Esistono considerevoli differenze in termini di sensibilità agli effetti dello stress e tale variabilità può essere condizionata dallo sviluppo: lo stress subito nel periodo iniziale della vita può avere conseguenze a lungo termine, con incremento della vulnerabilità a stress successivi, così come l’invecchiamento cerebrale favorisce un aumento della suscettibilità; ugualmente un’insufficiente secrezione ormonale surrenalica incrementa l’ansia e la risposta alla paura.

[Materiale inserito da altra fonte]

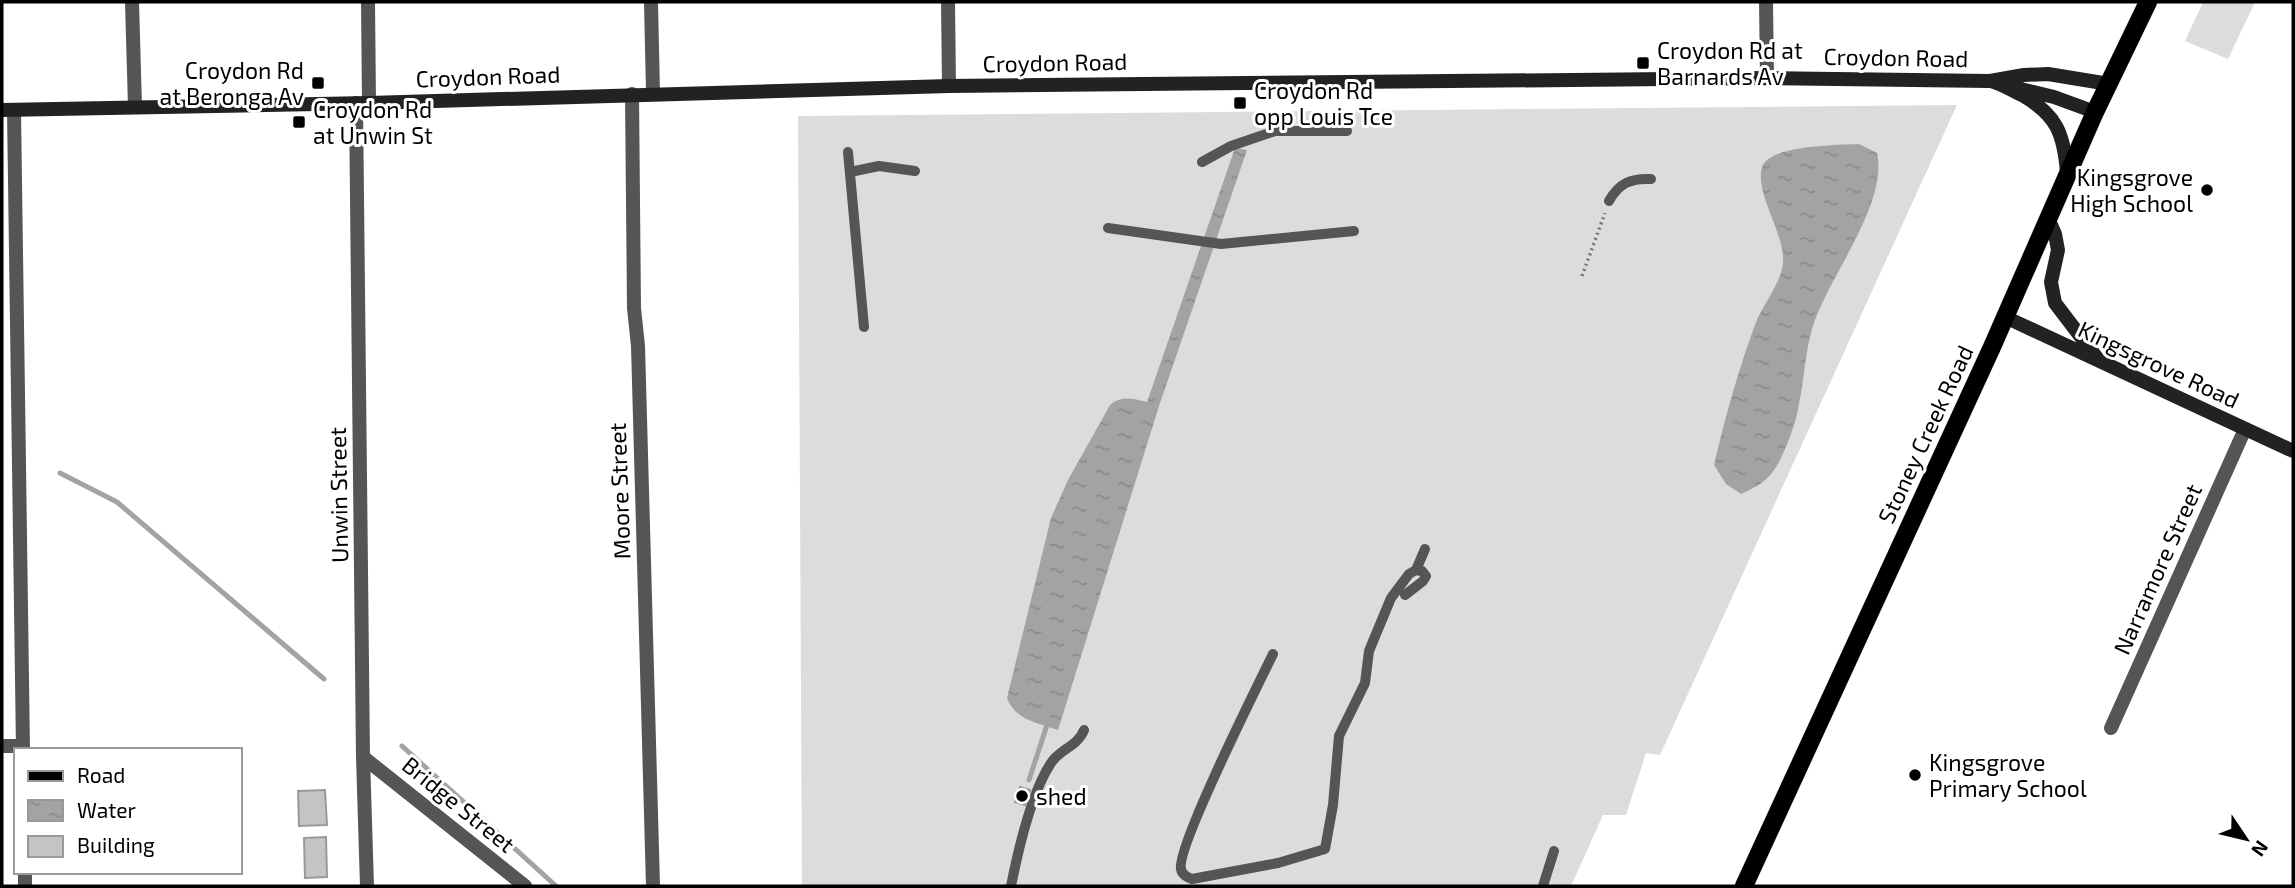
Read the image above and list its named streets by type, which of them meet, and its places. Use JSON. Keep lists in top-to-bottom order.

Gli stress reiterati o l’attivazione non finalizzata del sistema allostatico possono produrre il logoramento dell’organismo: lo stress cronico, a causa della disregolazione surrenalica, può influenzare negativamente le performance cognitive e condizionare le risposte alla paura o all’ansia, giustificandone il mantenimento anche in situazioni non collegate alla realtà; per contro, la capacità di recupero dopo la reazione da stress è affidata alla correzione stessa dell’ipercortisolismo, conseguente all’attivazione del H.P.A. La presenza di traumi ripetuti, di esperienze negative in età giovanile o la persistente esposizione a fattori stressanti può essere responsabile di una maggiore reattività agli stress emozionali nella vita quotidiana ed aumentare l’intensità dei sintomi associati all’iperproduzione di glucocorticoidi. La relazione fra l’asse ipotalamo-ipofisi-surrene e le catecolamine assume un importante ruolo nelle manifestazioni somato-emotive dello stress: si ipotizza una relazione sinergica tra l’attivazione dell’asse H.P.A. e l’attivazione dei circuiti dopaminergici, favorendo il manifestarsi di tendenze depressive, o tendenze ossessive o forme di leggera psicosi-maniacale, alterazione delle funzioni cognitive e diminuzione della memoria.

La presenza di esperienze positive, soprattutto nell’età dello sviluppo, svolge un ruolo significativo nella formazione  di un’immagine vincente di se stesso e nella impressione positiva delle proprie capacità di coping; essendo lo stress la reazione adattativa alla percezione soggettiva di inadeguatezza rispetto alle sfide a cui ci sottopone l’ambiente in cui viviamo, i soggetti che si vedono come abili e “vittoriosi” hanno una maggiore capacità di risposta agli stressor, rispetto alle persone che, come conseguenza di una “attitudine post-traumatica”, mostrano una maggiore vulnerabilità, a parità di stress: ansie, paure, atteggiamenti fobici accompagnano spesso questa visione negativa del futuro. La visione positiva, frequentemente accompagnata dalla capacità di utilizzare dinamiche proattive, è sostenuta da “loop virtuosi” che rafforzano la stamina, la vitalità e la resilienza individuale, incrementando la capienza nei confronti di ulteriori sfide che vengono vissute come strumento di crescita.